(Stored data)
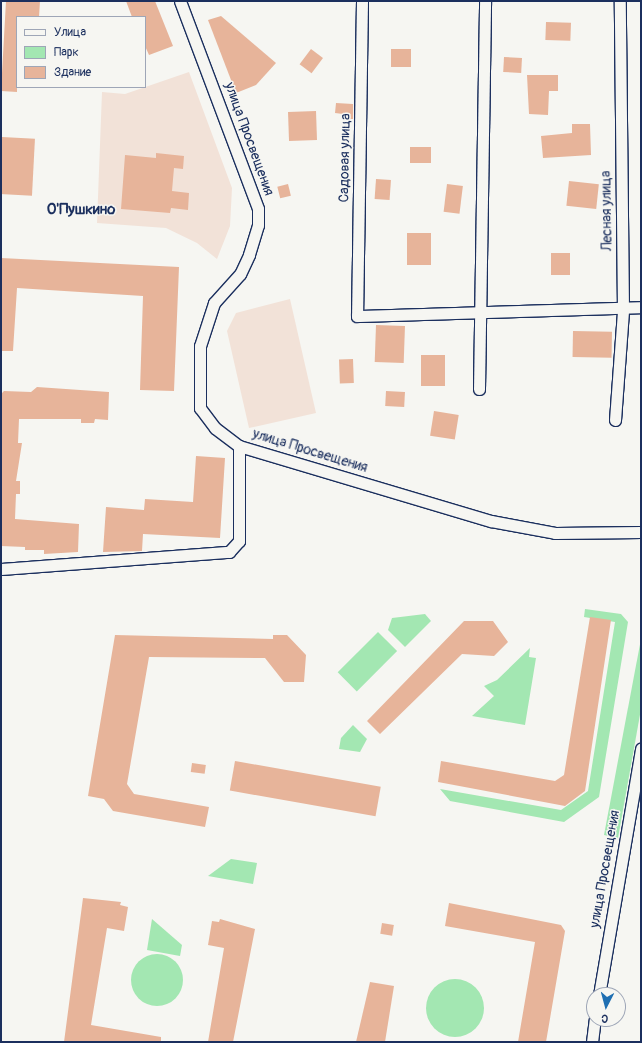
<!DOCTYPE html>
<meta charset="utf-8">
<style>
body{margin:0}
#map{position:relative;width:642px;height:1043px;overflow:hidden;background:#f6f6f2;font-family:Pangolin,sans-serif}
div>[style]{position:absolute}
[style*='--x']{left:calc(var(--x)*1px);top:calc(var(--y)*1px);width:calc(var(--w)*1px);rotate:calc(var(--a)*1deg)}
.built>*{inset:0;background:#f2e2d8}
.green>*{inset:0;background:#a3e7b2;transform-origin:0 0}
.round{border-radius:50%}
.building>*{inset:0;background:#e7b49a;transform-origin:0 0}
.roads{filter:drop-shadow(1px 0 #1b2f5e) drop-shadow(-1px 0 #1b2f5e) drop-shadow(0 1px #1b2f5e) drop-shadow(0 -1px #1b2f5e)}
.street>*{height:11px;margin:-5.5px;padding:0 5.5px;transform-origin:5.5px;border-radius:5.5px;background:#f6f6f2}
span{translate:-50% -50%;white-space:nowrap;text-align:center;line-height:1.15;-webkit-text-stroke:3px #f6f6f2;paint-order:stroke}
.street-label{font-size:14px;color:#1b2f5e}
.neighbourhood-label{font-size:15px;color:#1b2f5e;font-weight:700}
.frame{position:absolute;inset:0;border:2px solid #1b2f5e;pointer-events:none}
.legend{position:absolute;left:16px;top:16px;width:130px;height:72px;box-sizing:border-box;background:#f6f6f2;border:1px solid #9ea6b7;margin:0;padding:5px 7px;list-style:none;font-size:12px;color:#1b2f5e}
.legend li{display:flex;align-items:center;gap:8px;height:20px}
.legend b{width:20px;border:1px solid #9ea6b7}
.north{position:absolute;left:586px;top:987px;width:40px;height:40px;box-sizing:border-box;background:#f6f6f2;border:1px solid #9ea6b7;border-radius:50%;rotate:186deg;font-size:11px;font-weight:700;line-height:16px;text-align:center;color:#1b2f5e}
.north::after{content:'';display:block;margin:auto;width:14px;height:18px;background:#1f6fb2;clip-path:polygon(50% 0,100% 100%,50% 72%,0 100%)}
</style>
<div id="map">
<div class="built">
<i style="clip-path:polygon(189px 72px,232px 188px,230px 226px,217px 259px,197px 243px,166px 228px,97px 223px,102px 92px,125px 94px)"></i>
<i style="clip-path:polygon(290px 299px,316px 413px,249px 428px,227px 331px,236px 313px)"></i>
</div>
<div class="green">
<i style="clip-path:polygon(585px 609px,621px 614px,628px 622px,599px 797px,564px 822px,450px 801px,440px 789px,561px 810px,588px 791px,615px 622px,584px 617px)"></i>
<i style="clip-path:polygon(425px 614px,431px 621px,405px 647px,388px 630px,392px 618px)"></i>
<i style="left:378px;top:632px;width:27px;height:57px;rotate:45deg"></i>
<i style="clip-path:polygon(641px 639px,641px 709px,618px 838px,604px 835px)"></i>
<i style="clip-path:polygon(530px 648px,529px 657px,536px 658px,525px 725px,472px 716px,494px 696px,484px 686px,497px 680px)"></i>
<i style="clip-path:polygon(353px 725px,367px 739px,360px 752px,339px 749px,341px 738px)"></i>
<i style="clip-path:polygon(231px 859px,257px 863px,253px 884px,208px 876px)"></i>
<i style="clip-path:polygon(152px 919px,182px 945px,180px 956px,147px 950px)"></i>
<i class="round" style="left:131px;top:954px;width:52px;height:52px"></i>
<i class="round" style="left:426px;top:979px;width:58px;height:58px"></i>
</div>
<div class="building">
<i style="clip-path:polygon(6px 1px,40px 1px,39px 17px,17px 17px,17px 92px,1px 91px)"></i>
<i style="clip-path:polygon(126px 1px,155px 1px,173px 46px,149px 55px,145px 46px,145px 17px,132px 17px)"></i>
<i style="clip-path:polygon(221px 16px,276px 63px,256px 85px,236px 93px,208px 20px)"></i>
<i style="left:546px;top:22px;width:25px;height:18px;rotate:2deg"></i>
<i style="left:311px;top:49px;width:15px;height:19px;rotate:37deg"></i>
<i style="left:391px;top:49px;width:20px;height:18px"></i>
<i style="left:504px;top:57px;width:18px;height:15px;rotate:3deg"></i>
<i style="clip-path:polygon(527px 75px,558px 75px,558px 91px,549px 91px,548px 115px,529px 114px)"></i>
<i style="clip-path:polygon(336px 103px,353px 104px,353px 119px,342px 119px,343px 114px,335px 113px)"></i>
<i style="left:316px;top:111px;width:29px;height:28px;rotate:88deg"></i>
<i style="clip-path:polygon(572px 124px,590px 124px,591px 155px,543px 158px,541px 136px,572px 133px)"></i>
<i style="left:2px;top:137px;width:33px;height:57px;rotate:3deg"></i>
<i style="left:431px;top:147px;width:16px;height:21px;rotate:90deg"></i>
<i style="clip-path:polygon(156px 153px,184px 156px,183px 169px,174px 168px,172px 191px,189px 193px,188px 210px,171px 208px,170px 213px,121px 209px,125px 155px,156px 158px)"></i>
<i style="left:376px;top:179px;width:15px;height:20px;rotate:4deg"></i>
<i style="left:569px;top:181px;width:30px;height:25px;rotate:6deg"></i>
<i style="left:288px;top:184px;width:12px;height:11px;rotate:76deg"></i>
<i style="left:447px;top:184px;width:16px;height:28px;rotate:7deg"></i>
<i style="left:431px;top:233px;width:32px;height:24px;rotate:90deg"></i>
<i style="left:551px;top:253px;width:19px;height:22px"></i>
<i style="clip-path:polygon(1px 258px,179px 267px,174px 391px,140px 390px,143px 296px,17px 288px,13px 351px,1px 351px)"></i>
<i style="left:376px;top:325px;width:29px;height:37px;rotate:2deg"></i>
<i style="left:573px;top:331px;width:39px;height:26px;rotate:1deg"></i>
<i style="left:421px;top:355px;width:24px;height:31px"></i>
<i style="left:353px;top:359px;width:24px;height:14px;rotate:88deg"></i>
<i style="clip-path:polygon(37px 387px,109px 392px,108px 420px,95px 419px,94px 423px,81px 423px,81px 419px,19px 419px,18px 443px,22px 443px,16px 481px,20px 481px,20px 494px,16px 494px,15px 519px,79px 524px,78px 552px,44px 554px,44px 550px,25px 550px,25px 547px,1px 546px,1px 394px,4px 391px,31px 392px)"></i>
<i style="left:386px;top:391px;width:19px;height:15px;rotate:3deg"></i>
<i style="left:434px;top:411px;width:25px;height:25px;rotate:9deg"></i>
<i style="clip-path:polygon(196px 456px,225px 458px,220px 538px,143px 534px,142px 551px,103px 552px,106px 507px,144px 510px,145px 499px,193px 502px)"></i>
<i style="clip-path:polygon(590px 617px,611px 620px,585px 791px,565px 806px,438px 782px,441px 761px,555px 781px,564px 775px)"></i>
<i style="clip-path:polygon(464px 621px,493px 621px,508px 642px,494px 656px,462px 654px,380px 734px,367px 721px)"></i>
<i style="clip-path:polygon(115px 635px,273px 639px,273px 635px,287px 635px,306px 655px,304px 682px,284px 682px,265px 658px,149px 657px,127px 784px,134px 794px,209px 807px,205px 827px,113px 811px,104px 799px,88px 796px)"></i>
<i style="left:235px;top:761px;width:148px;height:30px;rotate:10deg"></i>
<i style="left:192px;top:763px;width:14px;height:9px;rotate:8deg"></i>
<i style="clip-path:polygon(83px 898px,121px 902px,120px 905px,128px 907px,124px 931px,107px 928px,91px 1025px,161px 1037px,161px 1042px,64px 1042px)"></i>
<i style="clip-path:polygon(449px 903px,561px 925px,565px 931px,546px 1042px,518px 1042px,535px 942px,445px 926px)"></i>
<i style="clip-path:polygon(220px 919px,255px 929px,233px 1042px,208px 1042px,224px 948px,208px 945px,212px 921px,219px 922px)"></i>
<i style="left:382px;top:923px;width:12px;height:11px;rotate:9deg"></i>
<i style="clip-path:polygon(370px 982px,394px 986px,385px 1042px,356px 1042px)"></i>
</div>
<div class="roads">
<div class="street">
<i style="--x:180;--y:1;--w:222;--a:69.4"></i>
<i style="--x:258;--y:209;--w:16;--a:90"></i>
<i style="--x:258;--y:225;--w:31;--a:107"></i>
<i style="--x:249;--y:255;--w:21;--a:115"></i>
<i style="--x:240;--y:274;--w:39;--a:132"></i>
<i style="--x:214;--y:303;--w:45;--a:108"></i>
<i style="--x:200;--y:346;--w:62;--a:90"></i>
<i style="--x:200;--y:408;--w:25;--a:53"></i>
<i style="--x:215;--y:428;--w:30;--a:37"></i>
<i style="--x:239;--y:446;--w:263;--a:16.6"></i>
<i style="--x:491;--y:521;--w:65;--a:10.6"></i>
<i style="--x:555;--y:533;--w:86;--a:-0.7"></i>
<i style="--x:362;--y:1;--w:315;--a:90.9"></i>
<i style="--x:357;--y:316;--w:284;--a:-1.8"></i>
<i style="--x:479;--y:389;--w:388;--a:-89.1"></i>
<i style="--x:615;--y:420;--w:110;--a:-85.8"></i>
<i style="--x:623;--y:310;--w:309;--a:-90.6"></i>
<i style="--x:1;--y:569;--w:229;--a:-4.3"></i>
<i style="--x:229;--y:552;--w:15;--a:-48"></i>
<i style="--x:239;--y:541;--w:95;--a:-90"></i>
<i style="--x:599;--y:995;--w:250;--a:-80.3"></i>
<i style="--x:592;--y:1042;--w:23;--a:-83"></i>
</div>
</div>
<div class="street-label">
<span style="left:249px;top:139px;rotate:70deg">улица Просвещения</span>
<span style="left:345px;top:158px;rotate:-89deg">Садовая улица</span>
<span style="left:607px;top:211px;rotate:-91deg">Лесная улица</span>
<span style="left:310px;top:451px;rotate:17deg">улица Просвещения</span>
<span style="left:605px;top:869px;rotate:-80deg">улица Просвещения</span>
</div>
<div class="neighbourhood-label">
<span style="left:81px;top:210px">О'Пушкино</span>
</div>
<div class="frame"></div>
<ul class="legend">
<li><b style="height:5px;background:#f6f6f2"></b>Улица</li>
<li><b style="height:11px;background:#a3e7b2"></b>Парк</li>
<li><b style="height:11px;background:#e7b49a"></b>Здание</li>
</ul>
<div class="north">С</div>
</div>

--

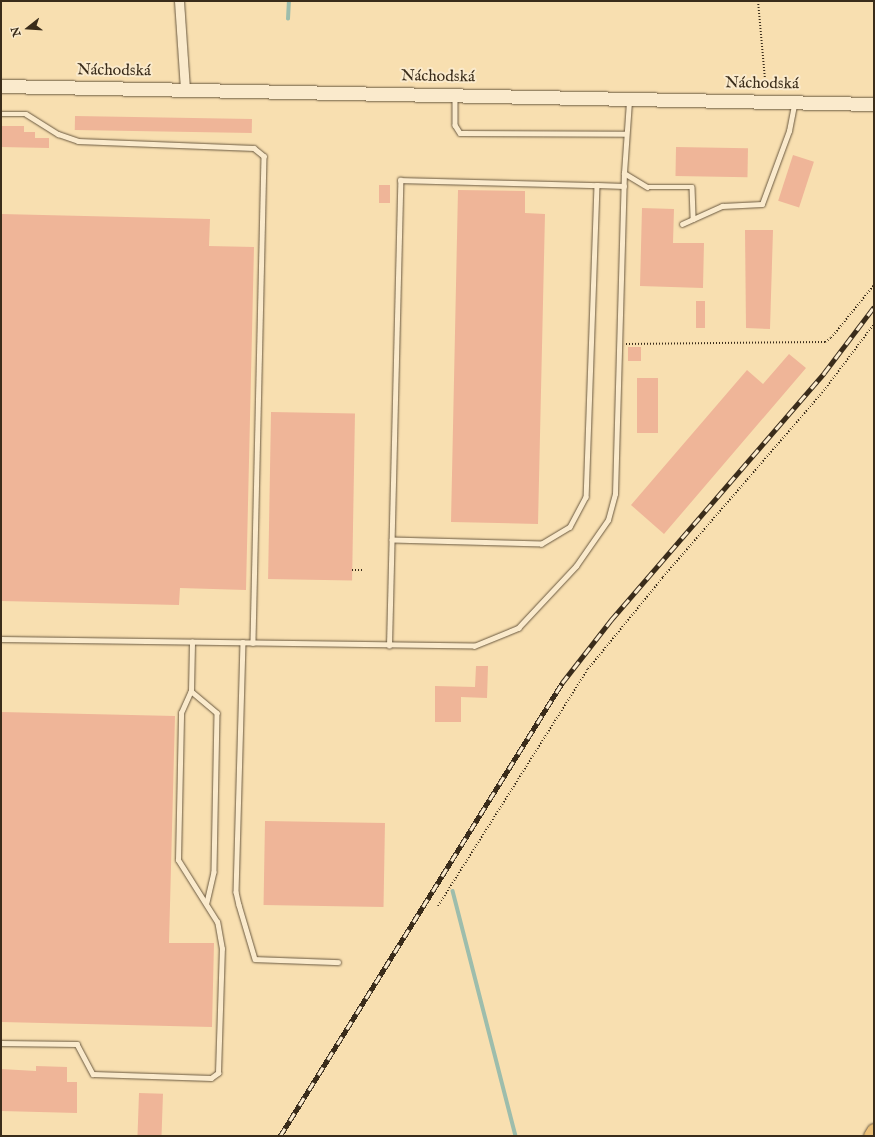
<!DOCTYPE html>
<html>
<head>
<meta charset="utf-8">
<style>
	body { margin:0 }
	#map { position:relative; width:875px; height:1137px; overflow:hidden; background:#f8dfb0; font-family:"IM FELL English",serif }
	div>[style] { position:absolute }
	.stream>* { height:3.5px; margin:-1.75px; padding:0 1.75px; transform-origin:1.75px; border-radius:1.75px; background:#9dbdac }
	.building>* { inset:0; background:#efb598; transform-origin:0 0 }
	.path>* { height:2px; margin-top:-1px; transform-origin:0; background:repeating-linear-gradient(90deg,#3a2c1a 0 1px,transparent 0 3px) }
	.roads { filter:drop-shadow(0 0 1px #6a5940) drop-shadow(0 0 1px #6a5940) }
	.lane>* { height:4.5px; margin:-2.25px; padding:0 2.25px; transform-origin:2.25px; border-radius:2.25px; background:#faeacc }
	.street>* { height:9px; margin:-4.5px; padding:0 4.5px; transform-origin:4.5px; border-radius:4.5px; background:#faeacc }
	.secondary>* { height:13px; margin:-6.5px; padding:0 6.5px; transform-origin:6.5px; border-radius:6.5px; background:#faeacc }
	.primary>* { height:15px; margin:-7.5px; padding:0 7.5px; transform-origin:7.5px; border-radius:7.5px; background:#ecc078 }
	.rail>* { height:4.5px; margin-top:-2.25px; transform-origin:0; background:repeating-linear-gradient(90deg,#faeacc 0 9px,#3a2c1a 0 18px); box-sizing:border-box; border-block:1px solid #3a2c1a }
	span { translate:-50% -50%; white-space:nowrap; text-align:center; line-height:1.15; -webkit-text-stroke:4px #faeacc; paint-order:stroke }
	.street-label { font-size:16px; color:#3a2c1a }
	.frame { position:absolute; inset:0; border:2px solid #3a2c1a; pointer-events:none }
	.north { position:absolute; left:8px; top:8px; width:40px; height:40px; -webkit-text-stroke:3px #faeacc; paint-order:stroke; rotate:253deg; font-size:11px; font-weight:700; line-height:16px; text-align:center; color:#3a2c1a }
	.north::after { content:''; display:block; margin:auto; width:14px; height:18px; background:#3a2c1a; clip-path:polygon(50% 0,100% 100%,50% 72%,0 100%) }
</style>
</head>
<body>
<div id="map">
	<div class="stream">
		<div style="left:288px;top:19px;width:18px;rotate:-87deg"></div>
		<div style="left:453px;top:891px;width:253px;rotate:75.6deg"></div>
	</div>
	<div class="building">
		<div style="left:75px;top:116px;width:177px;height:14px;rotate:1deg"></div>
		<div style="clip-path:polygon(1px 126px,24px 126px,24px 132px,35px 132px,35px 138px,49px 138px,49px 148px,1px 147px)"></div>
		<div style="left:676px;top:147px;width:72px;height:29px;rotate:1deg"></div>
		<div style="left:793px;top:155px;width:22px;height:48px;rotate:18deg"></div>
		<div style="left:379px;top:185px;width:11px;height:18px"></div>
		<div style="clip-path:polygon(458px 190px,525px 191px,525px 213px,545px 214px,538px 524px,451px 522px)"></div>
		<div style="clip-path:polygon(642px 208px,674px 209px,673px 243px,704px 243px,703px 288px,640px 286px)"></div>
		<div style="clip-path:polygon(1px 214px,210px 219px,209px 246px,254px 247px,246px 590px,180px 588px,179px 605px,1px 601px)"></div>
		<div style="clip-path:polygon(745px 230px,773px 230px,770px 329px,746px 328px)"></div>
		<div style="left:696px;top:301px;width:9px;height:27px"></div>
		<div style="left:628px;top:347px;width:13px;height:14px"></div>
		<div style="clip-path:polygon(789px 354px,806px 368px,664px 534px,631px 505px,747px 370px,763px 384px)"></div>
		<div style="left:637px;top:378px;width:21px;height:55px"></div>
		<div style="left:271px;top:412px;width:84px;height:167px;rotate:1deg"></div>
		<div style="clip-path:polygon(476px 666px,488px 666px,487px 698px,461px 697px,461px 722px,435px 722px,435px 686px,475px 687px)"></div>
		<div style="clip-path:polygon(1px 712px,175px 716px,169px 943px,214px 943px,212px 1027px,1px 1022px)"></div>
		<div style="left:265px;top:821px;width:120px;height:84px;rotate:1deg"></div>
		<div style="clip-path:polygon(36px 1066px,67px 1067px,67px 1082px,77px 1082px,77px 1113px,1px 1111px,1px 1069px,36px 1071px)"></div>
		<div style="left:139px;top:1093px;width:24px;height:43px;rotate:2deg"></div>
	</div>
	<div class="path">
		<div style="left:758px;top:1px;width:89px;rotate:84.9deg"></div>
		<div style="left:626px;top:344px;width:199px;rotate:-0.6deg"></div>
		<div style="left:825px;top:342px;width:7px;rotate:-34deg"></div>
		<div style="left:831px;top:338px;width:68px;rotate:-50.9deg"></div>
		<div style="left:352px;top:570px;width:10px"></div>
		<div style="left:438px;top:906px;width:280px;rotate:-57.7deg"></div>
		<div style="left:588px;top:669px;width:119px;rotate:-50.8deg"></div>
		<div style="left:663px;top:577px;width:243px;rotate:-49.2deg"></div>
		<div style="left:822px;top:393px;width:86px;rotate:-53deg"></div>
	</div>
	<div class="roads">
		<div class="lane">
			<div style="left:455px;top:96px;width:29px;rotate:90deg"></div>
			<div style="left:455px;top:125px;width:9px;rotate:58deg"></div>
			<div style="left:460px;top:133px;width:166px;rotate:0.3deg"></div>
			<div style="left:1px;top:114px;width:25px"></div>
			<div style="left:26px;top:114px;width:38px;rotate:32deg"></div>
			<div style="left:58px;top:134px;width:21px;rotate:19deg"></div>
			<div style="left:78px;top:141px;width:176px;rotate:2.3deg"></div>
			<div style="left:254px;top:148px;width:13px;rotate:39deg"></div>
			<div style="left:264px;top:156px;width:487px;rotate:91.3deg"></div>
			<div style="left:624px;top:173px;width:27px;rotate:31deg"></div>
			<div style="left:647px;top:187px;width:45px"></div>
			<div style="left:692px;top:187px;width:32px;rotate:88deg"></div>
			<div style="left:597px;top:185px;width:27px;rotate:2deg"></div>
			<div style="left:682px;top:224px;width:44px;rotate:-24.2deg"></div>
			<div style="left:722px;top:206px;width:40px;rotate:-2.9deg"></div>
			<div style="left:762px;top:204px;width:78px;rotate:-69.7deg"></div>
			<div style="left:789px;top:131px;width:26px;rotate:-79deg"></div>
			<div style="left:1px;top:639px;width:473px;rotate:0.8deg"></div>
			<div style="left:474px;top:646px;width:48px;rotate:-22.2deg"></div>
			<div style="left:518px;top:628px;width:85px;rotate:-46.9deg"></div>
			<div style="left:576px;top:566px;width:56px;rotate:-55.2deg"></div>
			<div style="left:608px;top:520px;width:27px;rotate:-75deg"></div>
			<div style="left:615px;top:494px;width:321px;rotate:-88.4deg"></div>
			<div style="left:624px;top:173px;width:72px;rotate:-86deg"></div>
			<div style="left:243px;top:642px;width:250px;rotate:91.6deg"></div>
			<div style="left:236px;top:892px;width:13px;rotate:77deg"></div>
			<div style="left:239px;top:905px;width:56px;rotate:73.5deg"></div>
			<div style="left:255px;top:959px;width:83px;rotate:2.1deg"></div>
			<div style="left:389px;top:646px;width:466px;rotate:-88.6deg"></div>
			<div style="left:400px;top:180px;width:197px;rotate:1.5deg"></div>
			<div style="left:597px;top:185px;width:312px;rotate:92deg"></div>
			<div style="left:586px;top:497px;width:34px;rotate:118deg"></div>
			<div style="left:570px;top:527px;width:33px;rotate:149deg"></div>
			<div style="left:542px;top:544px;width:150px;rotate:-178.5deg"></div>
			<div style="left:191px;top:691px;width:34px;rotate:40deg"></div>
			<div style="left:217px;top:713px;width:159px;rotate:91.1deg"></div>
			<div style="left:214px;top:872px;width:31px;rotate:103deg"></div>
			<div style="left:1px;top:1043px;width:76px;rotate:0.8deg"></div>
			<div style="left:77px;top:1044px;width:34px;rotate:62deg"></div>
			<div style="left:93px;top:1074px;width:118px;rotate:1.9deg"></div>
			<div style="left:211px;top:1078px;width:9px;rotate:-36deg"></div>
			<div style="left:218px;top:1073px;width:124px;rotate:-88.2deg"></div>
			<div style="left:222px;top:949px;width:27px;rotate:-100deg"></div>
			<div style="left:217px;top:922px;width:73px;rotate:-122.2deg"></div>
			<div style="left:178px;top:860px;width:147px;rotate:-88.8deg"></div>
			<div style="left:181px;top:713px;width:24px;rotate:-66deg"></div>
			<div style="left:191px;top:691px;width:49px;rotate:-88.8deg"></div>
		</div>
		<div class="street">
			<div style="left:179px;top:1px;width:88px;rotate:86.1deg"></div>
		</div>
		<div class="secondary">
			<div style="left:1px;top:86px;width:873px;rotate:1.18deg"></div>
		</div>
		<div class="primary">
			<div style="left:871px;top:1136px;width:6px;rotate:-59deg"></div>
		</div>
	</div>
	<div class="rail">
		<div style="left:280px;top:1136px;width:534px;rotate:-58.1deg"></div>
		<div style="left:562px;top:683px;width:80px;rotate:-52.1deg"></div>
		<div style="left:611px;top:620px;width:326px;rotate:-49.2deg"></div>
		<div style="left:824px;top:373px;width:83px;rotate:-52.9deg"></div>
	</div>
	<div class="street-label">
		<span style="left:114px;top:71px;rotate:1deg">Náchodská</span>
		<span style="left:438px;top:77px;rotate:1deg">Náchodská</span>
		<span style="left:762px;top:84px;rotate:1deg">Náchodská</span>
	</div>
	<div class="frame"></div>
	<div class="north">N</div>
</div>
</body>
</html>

▸ Task prompt
Make a copy of each line in the records that has the word "lane".

▸ Completed exercise
	.lane>* { height:4.5px; margin:-2.25px; padding:0 2.25px; transform-origin:2.25px; border-radius:2.25px; background:#faeacc }
		<div class="lane">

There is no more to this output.